*** Source data ***

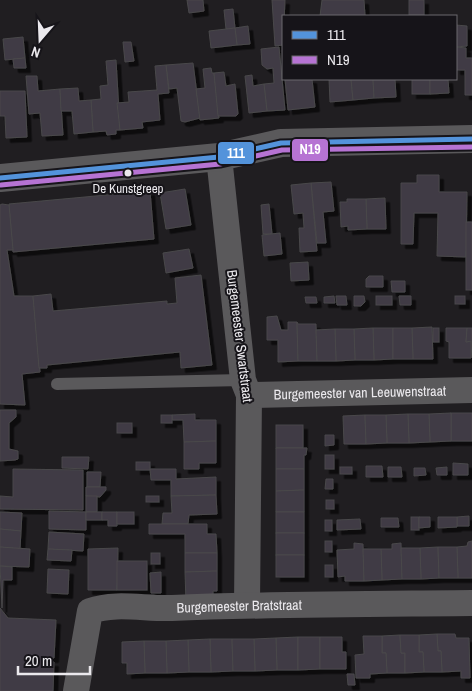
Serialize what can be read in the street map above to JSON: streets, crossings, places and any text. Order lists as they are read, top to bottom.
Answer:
{
  "streets": {
    "street": ["Burgemeester Swartstraat", "Burgemeester van Leeuwenstraat", "Burgemeester Bratstraat"]
  },
  "crossings": [
    ["Burgemeester Swartstraat", "Burgemeester van Leeuwenstraat"],
    ["Burgemeester Swartstraat", "Burgemeester Bratstraat"]
  ],
  "places": ["De Kunstgreep"],
  "lines": ["transit line 111", "transit line N19"],
  "legend": ["111", "N19"],
  "scale_bar": "20 m",
  "north": "bottom"
}
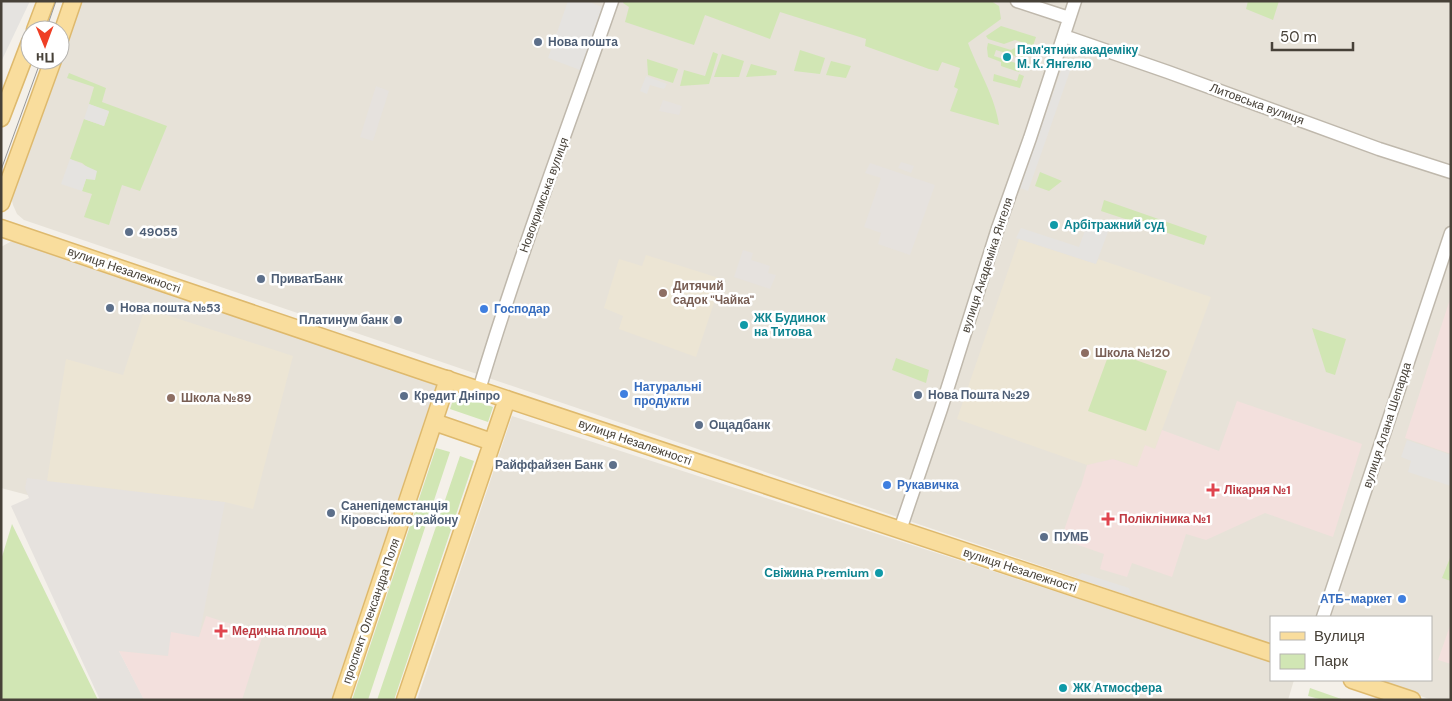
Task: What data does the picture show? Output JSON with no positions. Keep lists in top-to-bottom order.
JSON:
{
  "streets": {
    "main road": ["вулиця Незалежності", "проспект Олександра Поля"],
    "street": [
      "Литовська вулиця",
      "Новокримська вулиця",
      "вулиця Академіка Янгеля",
      "вулиця Алана Шепарда"
    ]
  },
  "crossings": [
    ["Литовська вулиця", "вулиця Академіка Янгеля"],
    ["Новокримська вулиця", "вулиця Незалежності"],
    ["вулиця Академіка Янгеля", "вулиця Незалежності"],
    ["вулиця Незалежності", "проспект Олександра Поля"]
  ],
  "places": {
    "other": [
      "Нова пошта",
      "Пам'ятник академіку М. К. Янгелю",
      "Арбітражний суд",
      "49055",
      "ПриватБанк",
      "Дитячий садок \"Чайка\"",
      "Нова пошта №53",
      "Господар",
      "Платинум банк",
      "ЖК Будинок на Титова",
      "Школа №120",
      "Натуральні продукти",
      "Нова Пошта №29",
      "Кредит Дніпро",
      "Школа №89",
      "Ощадбанк",
      "Райффайзен Банк",
      "Рукавичка",
      "Санепідемстанція Кіровського району",
      "ПУМБ",
      "Свіжина Premium",
      "АТБ-маркет",
      "ЖК Атмосфера"
    ],
    "health": ["Лікарня №1", "Полікліника №1", "Медична площа"]
  },
  "legend": ["Вулиця", "Парк"],
  "scale_bar": "50 m",
  "north": "bottom"
}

*** End of Source data ***

Action item:
Only exact lines belong in the answer: those from the beginning of the entries above through the line holding "Task: What data", with no pictures.

Exercise result:
Serialize what can be read in the street map above to JSON: streets, crossings, places and any text. Order lists as they are read, top to bottom.
Answer:
{
  "streets": {
    "street": ["Burgemeester Swartstraat", "Burgemeester van Leeuwenstraat", "Burgemeester Bratstraat"]
  },
  "crossings": [
    ["Burgemeester Swartstraat", "Burgemeester van Leeuwenstraat"],
    ["Burgemeester Swartstraat", "Burgemeester Bratstraat"]
  ],
  "places": ["De Kunstgreep"],
  "lines": ["transit line 111", "transit line N19"],
  "legend": ["111", "N19"],
  "scale_bar": "20 m",
  "north": "bottom"
}
Task: What data does the picture show? Output JSON with no positions. Keep lists in top-to-bottom order.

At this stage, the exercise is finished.